Existen muchos tipos de estos vehículos, pero a grandes rasgos se pueden dividir entre los ATV, siglas en inglés de All Terrain Vehicle o vehículo todoterreno, usualmente para el uso de una sola personas y a veces con espacio para un pasajero detrás del conductor, y los UTV, siglas en inglés de Utility Terrain Vehicle o vehículo utilitario todoterreno, que son más grandes, potentes y capaces, y cuentan con espacio para dos pasajeros, uno al lado del otro, lo que los ha popularizado con el nombre de side-by-side, o lado a lado.

El auge de este tipo de vehículo en los últimos años ha sido de una magnitud tal que los fabricantes de automóviles ya no pueden seguir ignorandolos. Prueba de ello es el interesante Lexus ROV Concept, un elegante side-by-side que acaba de ser revelado por la marca de lujo de Toyota.

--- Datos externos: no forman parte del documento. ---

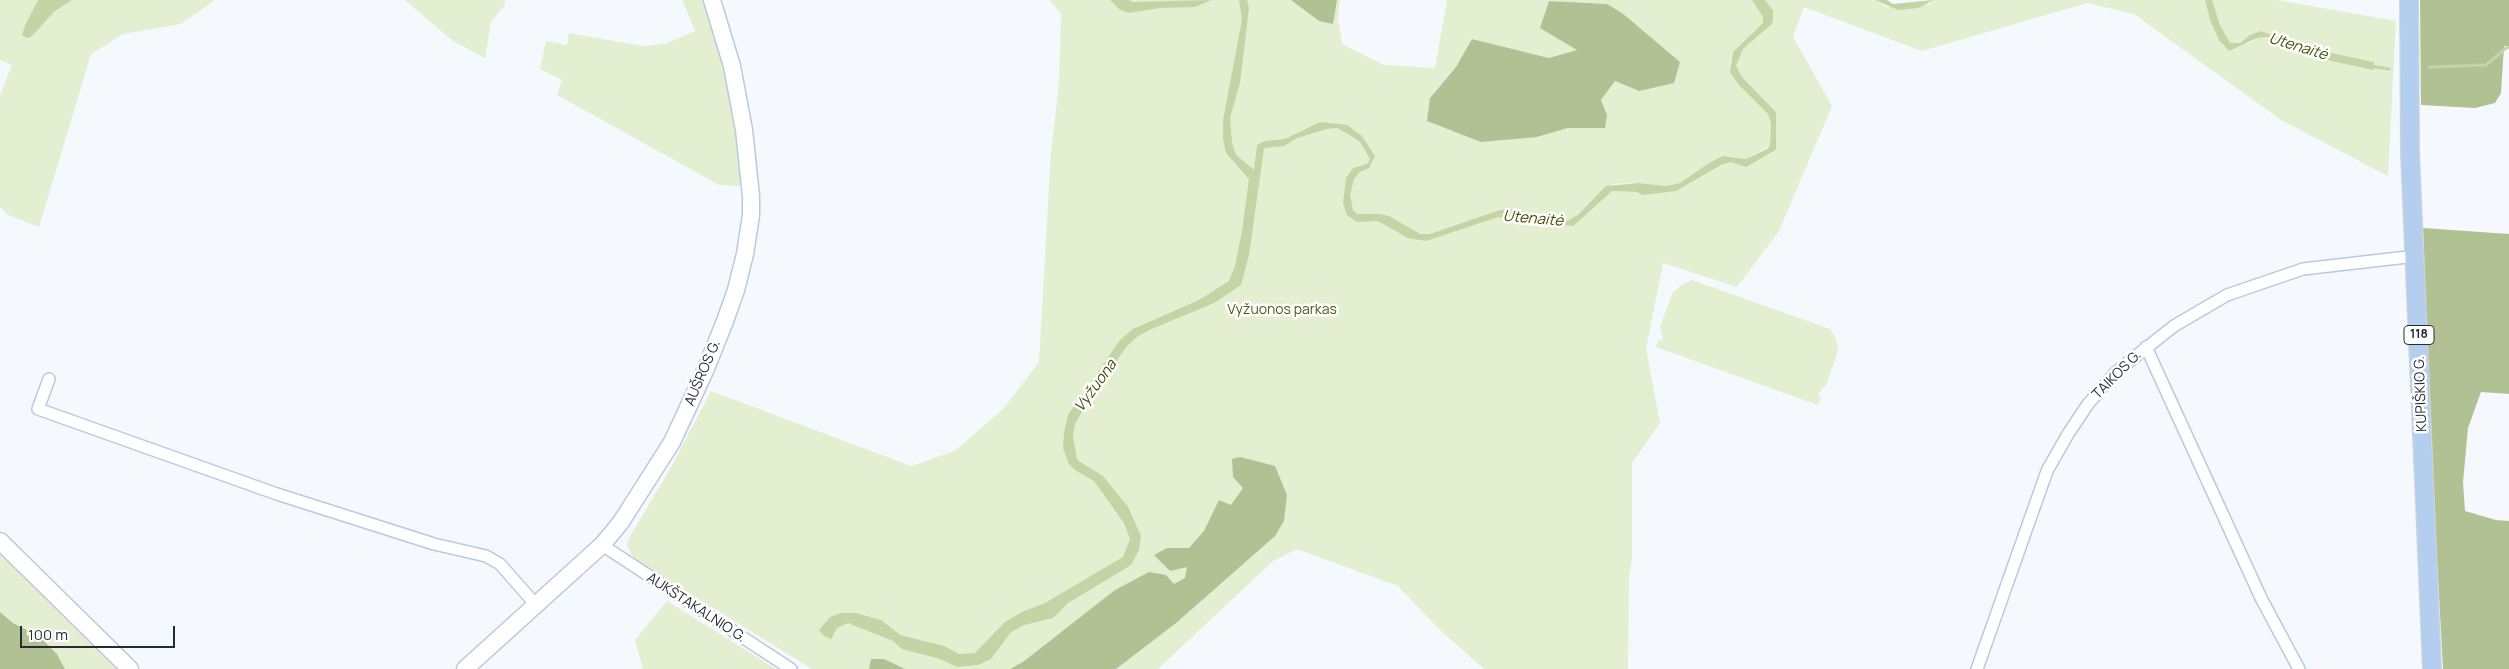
<!DOCTYPE html>
<html>
<head>
<meta charset="utf-8">
<style>
  body { margin:0 }
  #map { position:relative; width:2509px; height:669px; overflow:hidden; background:#f5f9fd; font-family:Manrope,sans-serif }
  canvas { display:block }
  .scale { position:absolute; left:20px; top:626px; width:155px; height:22px; box-sizing:border-box; border:2px solid #242b33; border-top:0; padding-left:6px; font-size:15px; line-height:18px; white-space:nowrap; color:#242b33; -webkit-text-stroke:4px #fff; paint-order:stroke }
</style>
</head>
<body>
<div id="map">
<canvas width="2509" height="669"></canvas>
<div class="scale">100 m</div>
</div>
<script>
const c = document.querySelector('canvas').getContext('2d');
c.lineJoin = 'round';
function fill(path, color) {
  c.fillStyle = color;
  c.fill(path, 'evenodd');
}
function shape(rows) {
  const path = new Path2D();
  for (const r of rows) {
    path.moveTo(r[0], r[1]);
    for (let i = 2; i < r.length; i += 2) path.lineTo(r[i], r[i + 1]);
  }
  return path;
}
function trace(path, color, width, dash) {
  c.strokeStyle = color;
  c.lineWidth = width;
  c.lineCap = dash ? 'butt' : 'round';
  c.setLineDash(dash || []);
  c.stroke(path);
}
function label(font, color, halo, rows, align = 'center') {
  c.font = font + ' Manrope,sans-serif';
  c.lineWidth = 5;
  c.setLineDash([]);
  c.textBaseline = 'middle';
  c.strokeStyle = halo;
  c.fillStyle = color;
  for (const [text, x, y, turn = 0] of rows) {
    c.save();
    c.translate(x, y);
    c.rotate((+turn || 0) * Math.PI / 180);
    c.textAlign = isNaN(turn) ? turn : align;
    if (halo) c.strokeText(text, 0, 0);
    c.fillText(text, 0, 0);
    c.restore();
  }
}
fill(shape([
  [0,0,38,0,25,25,22,35,32,36,54,12,72,0,215,0,181,24,123,34,91,54,39,227,8,215,0,207,0,96,12,65,0,60],
  [405,0,505,0,504,6,491,22,485,58,453,41],
  [682,0,704,0,715,27,743,152,743,181,740,186,719,185,557,95,562,80,540,69,546,41,567,45,569,33,642,46,665,44,695,31],
  [1049,0,1340,0,1338,18,1342,44,1384,65,1435,68,1447,0,1752,0,1763,17,1763,23,1733,52,1730,64,1754,99,1768,114,1771,124,1770,146,1746,159,1730,156,1709,163,1680,183,1666,186,1639,183,1613,184,1603,197,1612,191,1637,192,1688,184,1721,165,1731,162,1746,166,1776,151,1776,112,1742,77,1736,66,1743,49,1772,24,1769,8,1765,0,1875,0,1887,7,1930,4,1934,0,2205,0,2210,20,2224,47,2250,43,2257,38,2267,37,2374,70,2374,62,2313,49,2262,31,2250,35,2240,43,2230,43,2220,25,2212,0,2277,0,2396,21,2388,176,2281,120,2134,14,2087,3,1922,51,1804,7,1793,37,1832,106,1779,231,1737,287,1663,263,1646,349,1660,423,1632,463,1632,559,1629,575,1628,669,1484,669,1438,628,1398,586,1297,549,1273,561,1158,669,812,669,634,559,627,545,629,538,669,471,711,391,911,466,955,451,1003,409,1039,362,1051,152,1059,84,1061,13],
  [1550,1,1607,4,1639,91,1615,81,1601,100,1607,115,1604,128,1568,128,1537,137,1430,98,1456,67,1472,39,1549,58,1578,50],
  [1692,280,1830,329,1836,338,1838,351,1826,385,1817,394,1821,396,1818,405,1656,347,1659,339,1663,341,1660,327,1672,294,1681,285],
  [0,553,118,669,65,669,57,654,39,636,13,623,0,612],
  [667,601,776,669,643,669,635,640]
]), '#e4eed0');
fill(shape([
  [1291,0,1337,0,1333,24,1319,21],
  [2420,0,2509,0,2509,46,2504,46,2501,93,2495,103,2475,108,2421,105],
  [1549,1,1607,4,1622,13,1680,62,1674,83,1639,91,1615,81,1601,100,1607,115,1605,128,1568,128,1537,137,1481,142,1427,121,1430,98,1456,67,1472,39,1549,58,1577,50,1540,28],
  [2423,228,2509,234,2509,394,2481,392,2468,428,2463,482,2465,511,2496,520,2509,521,2509,669,2443,669,2431,451],
  [1240,457,1275,466,1287,495,1284,521,1275,536,1176,623,1116,669,1010,669,1023,662,1115,590,1149,572,1166,575,1174,584,1185,578,1187,567,1170,571,1154,555,1167,548,1189,548,1204,531,1219,500,1231,505,1243,488,1233,477,1232,459],
  [0,612,13,623,39,636,57,654,65,669,0,669],
  [871,659,884,659,905,669,869,669]
]), '#b2c193');
fill(shape([
  [38,0,72,0,54,12,32,36,27,38,22,35,25,25],
  [1110,0,1129,0,1133,2,1211,0,1195,7,1160,8,1129,13,1120,10],
  [1239,0,1247,0,1249,8,1240,83,1230,118,1232,143,1236,155,1254,170,1257,145,1265,141,1285,139,1320,122,1347,125,1362,136,1375,156,1369,168,1360,172,1354,179,1350,195,1353,210,1357,214,1380,214,1389,216,1420,234,1430,234,1500,210,1512,209,1567,221,1578,215,1606,186,1639,183,1666,186,1680,183,1709,163,1723,156,1746,159,1767,149,1770,146,1771,124,1768,114,1739,85,1730,72,1733,52,1763,23,1763,17,1752,0,1765,0,1773,11,1773,20,1772,24,1743,49,1736,66,1742,77,1776,112,1776,150,1746,167,1731,162,1721,165,1676,191,1643,195,1637,192,1612,191,1573,226,1498,217,1426,241,1408,238,1378,221,1357,222,1347,215,1343,203,1346,178,1353,168,1367,164,1370,159,1360,142,1350,135,1337,128,1327,129,1297,138,1284,146,1264,148,1249,255,1241,285,1214,303,1149,330,1137,337,1127,346,1088,401,1075,424,1073,436,1077,460,1103,476,1128,507,1141,536,1139,550,1131,565,1068,603,1053,618,1024,625,1011,632,991,659,978,665,957,667,940,659,902,649,893,641,848,623,837,628,831,639,824,636,819,630,830,617,841,613,856,613,881,620,900,635,944,646,959,654,975,653,1005,622,1022,612,1045,603,1123,557,1130,539,1124,523,1094,481,1075,470,1069,464,1063,448,1064,433,1068,415,1120,340,1133,329,1199,300,1229,281,1235,266,1242,231,1249,179,1226,153,1223,139,1223,120,1242,20],
  [1875,0,1887,0,1893,4,1934,0,1918,8,1898,10],
  [2205,0,2212,0,2220,25,2230,43,2240,43,2250,35,2261,31,2313,49,2374,62,2374,70,2331,61,2267,37,2257,38,2229,51,2219,40,2210,20]
]), '#c5d4a5');
trace(shape([
  [2370,66,2389,69],
  [2429,67,2486,65,2506,48,2509,47]
]), '#c5d4a5', 3);
const street = shape([
  [2146,347,2261,598,2299,669],
  [49,379,38,409,277,494,434,544,486,556,500,564,536,605],
  [602,545,791,669],
  [1977,669,2047,471,2068,434,2088,404,2116,372,2174,326,2227,295,2303,269,2416,256]
]);
const secondary = shape([
  [0,541,130,669],
  [465,669,602,545,621,522,672,442,705,371,725,321,736,290,745,254,751,215,751,196,744,130,732,66,712,0]
]);
const primary = shape([
  [2409,0,2410,153,2432,669]
]);
trace(street, '#b8cae1', 14);
trace(secondary, '#b8cae1', 19);
trace(primary, '#d3d5d6', 20);
trace(street, '#fff', 11);
trace(secondary, '#fff', 16);
trace(primary, '#b4cef0', 18);
for (const [x, y, w] of [
  [2419,335,30]
]) {
  const box = new Path2D();
  box.roundRect(x - w / 2, y - 9.5, w, 19, 4);
  c.fillStyle = '#fff';
  c.fill(box);
  trace(box, '#242b33', 1);
}
label('bold 12px', '#242b33', null, [
  ["118",2419,335]
]);
label('14px', '#4c5d18', '#fff', [
  ["Vyžuonos parkas",1282,310]
]);
label('14px', '#242b33', '#fff', [
  ["AUŠROS G.",703,373,-67],
  ["TAIKOS G.",2117,375,-45],
  ["KUPIŠKIO G.",2421,394,-92],
  ["AUKŠTAKALNIO G.",696,608,33]
]);
label('italic 15px', '#425209', '#fff', [
  ["Utenaitė",2298,47,17],
  ["Utenaitė",1533,219,5],
  ["Vyžuona",1096,386,-54]
]);
</script>
</body>
</html>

Lexus ve al ROV concept como su «respuesta a la creciente pasión por el aire libre y el espíritu aventurero de los consumidores de lujo» y dice que es parte de su esfuerzo en crear productos que se adapten al estilo de vida de sus clientes. Es fácil imaginar a un ROV remolcado por una LX en un viaje de aventura.

Pero a pesar de los pocos detalles técnicos que Lexus compartió, la importancia del ROV como vehículo conceptual radica en la tecnología que contiene. Este pequeño dos puestos está equipado por un motor de 1.0 litros de inyección directa que en vez de quemar gasolina usa hidrógeno comprimido como fuente de energía. 

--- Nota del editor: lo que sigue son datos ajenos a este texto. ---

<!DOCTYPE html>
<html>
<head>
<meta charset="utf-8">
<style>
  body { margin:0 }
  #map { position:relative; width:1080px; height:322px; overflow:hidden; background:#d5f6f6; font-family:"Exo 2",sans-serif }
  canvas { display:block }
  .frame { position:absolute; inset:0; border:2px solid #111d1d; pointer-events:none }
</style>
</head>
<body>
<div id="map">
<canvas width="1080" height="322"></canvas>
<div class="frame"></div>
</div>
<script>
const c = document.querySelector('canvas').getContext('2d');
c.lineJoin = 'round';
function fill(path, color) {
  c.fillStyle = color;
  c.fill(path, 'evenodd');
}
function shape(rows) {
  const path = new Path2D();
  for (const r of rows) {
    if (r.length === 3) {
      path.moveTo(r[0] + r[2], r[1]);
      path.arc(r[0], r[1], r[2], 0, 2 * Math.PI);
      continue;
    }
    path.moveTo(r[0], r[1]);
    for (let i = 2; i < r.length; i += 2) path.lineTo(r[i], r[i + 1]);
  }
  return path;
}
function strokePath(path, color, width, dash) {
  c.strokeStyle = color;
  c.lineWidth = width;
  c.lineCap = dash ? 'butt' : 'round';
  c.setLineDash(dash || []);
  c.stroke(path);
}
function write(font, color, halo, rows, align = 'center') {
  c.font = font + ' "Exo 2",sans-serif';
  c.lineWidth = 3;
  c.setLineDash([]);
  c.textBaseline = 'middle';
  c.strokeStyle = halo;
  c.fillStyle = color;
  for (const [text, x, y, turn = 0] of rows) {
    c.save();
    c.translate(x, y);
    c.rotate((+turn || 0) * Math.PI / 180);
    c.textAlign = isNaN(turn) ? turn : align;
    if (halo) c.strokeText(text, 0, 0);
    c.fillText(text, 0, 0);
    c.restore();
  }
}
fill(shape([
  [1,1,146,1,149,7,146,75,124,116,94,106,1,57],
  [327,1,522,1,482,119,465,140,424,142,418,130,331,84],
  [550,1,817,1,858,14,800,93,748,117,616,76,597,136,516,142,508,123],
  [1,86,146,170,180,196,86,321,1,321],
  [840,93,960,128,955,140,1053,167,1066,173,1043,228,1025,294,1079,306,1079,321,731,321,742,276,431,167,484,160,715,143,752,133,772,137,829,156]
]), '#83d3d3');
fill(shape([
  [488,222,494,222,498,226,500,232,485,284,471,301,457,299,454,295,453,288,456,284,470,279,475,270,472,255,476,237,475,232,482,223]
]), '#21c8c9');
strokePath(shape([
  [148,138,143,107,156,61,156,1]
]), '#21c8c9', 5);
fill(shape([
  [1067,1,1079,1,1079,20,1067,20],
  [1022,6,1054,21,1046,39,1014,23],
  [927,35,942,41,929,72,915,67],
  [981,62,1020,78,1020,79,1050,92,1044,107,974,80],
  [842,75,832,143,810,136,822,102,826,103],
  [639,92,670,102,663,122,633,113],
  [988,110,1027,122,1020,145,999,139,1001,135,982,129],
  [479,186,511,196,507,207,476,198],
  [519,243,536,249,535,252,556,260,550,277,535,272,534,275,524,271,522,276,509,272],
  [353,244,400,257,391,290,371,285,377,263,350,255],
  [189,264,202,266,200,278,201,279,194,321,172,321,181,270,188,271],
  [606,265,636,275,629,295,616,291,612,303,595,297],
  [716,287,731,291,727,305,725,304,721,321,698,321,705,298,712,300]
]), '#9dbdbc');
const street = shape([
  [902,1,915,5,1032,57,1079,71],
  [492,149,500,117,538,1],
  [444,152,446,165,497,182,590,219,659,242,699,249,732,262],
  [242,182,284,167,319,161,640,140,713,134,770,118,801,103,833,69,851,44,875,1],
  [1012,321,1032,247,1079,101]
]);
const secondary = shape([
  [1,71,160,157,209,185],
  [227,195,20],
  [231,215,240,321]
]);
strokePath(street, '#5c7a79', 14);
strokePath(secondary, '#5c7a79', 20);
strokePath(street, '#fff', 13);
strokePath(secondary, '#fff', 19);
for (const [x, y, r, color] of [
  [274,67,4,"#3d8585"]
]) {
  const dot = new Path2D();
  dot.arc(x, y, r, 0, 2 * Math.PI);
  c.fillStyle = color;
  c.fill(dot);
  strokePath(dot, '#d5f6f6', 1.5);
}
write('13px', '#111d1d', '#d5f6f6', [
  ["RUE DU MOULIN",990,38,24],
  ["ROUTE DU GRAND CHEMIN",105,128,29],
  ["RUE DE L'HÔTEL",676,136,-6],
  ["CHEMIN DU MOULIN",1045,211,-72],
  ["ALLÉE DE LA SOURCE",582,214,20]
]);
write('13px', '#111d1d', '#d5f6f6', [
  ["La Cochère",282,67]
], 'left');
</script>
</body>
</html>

Aunque Lexus habla de un “aumento del par torque del motor que proviene de la rápida velocidad de combustión del hidrógeno”, no sabemos cuál es la fuerza ni el torque con que cuenta el ROV, ni siquiera sabemos el número de cilindros en el motor, aunque por el desplazamiento intuimos con confianza que son tres, lo cual se confirma por los tres tubos que salen del colector de escape. Hablando del escape, es importante señalar que los motores de combustión interna que usan hidrógeno como combustible, no producen CO2 ni emisiones contaminantes con carbono.

El diseño del ROV Concept es el de un típico side-by-side pero con algunas claves visuales de Lexus que van más allá del emblema al frente del vehículo y del letrero L E X U S en su retaguardia. Los paneles de la carrocería dejan ver un esfuerzo en diseño sin llegar modificar el aspecto típico de un side-by-side, y cumplen funciones como la de proteger componentes del chasis del vehículo, como en el caso de la cubierta de la suspensión, que está conectada al tanque de combustible de hidrógeno a alta presión protegiéndolo.

El interior del Lexus ROV Concept está equipado con asientos enterizos con arneses de seguridad instalados sobre un sistema de suspensión para amortiguar los golpes de las rutas sin asfalto. La cabina también está decorada con acentos de fibra de carbono y cuenta con un grupo de instrumentos relativamente simple, con un tacómetro analógico y una pantalla para el indicador de velocidad. Lexus dice que el ROV Concept cumple con los mismos estándares de silencio, durabilidad y confiabilidad que los autos de producción regular que vende, a la vez que promete “el emocionante sonido de un motor de combustión interna”.

¿Estará Lexus considerando en serio entrar al mercado de los ROVs? Difícilmente. Pero el hecho de estar mostrando un side-by-side conceptual quizás presagie sorpresas en ese departamento de parte de Toyota.